Two-channel point-contact tunneling theory of superconductors

We introduce a two-channel tunneling model to generalize the widely used BTK theory of point-contact conductance between a normal metal contact and superconductor. Tunneling of electrons can occur via localized surface states or directly, resulting in a Fano resonance in the differential conductance $G=dI/dV$. We present an analysis of $G$ within the two-channel model when applied to soft point contacts between normal metallic silver particles and prototypical heavy-fermion superconductors ${\mathrm{CeCoIn}}_5$ and ${\mathrm{CeRhIn}}_5$ at high pressures. In the normal state the Fano line shape of the measured $G$ is well described by a model with two tunneling channels and a large temperature-independent background conductance. In the superconducting state a strongly suppressed Andreev reflection signal is explained by the presence of the background conductance.
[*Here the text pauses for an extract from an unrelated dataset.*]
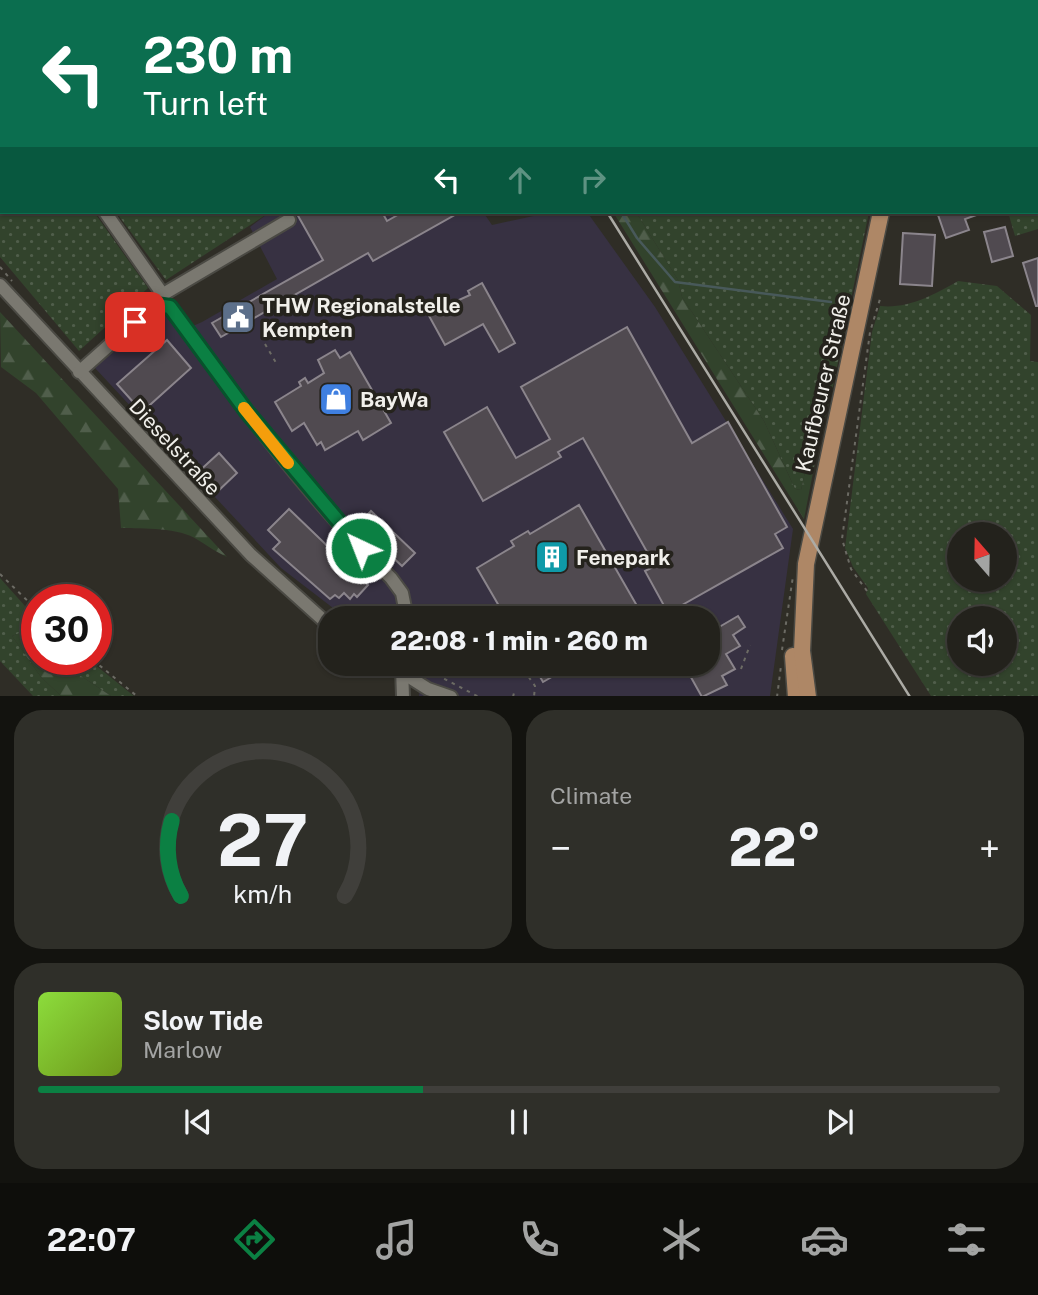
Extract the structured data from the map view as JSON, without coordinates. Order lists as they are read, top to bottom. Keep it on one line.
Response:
{"streets":{"main road":["Kaufbeurer Straße"],"street":["Dieselstraße"]},"places":{"public building":["THW Regionalstelle Kempten"],"shop":["BayWa"],"building":["Fenepark"]},"north":"top","page":{"turn":["230 m","Turn left"],"limit":"30","trip":"22:08 · 1 min · 260 m","tile":"Climate","heat":["−","22°","+"],"song":["Slow Tide","Marlow"],"tabs":"22:07","gauge":["27","km/h"]}}
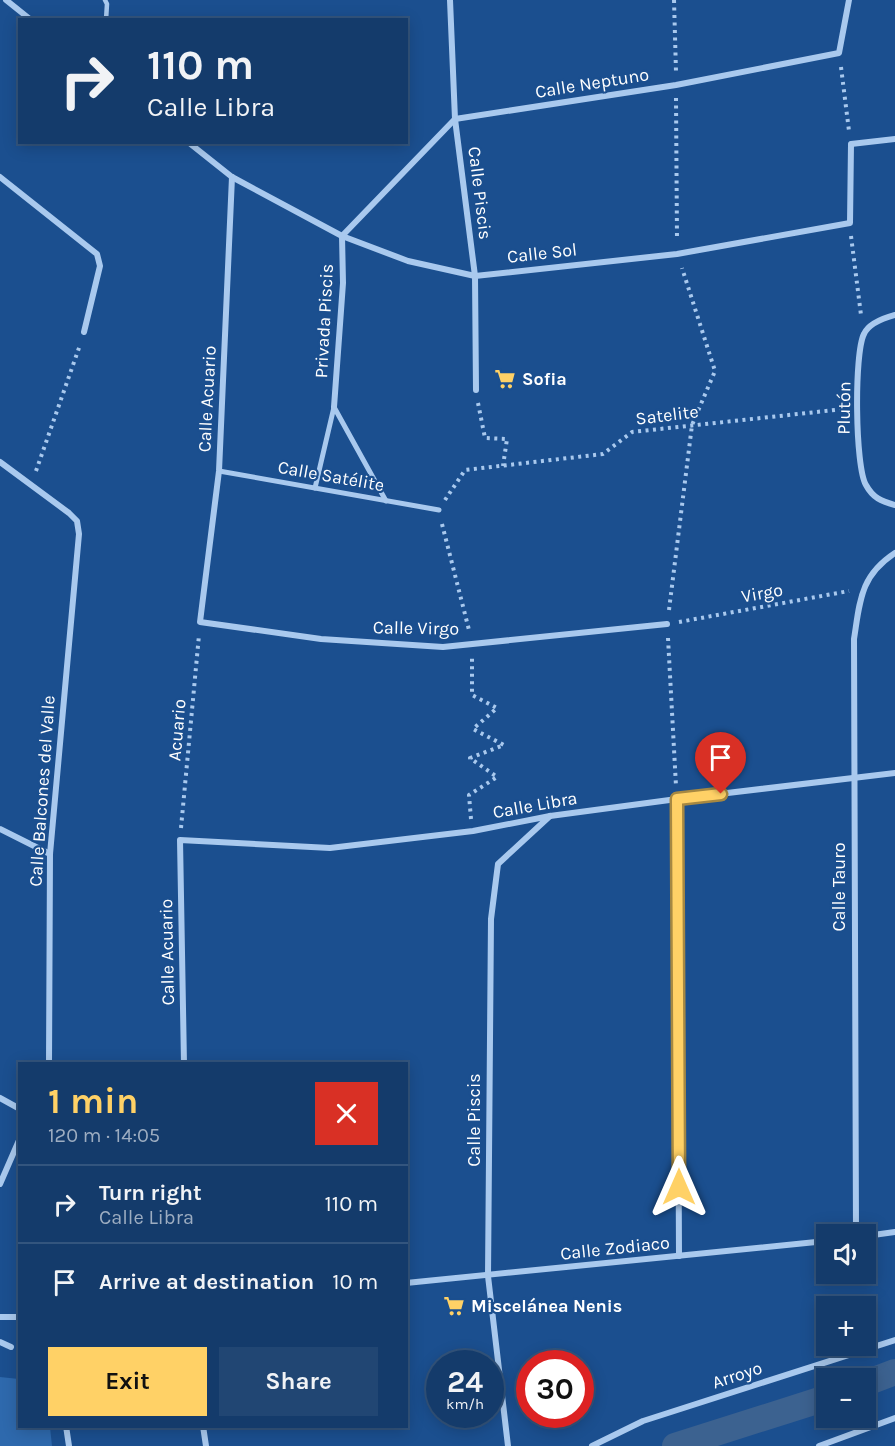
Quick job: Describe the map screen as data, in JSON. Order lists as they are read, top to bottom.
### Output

We report Andreev signal in ${\mathrm{CeCoIn}}_5$ consistent with standard $d_{x^2-y^2}$-wave pairing, assuming an equal mixture of tunneling into [100] and [110] crystallographic interfaces, whereas in ${\mathrm{CeRhIn}}_5$ at 1.8 and 2.0 GPa the signal is described by a $d_{x^2-y^2}$-wave gap with reduced nodal region, i.e., increased slope of the gap opening on the Fermi surface. A possibility is that the shape of the high-pressure Andreev signal is affected by the proximity of a line of quantum critical points that extends from 1.75 to 2.3 GPa, which is not accounted for in our description of the heavy-fermion superconductor.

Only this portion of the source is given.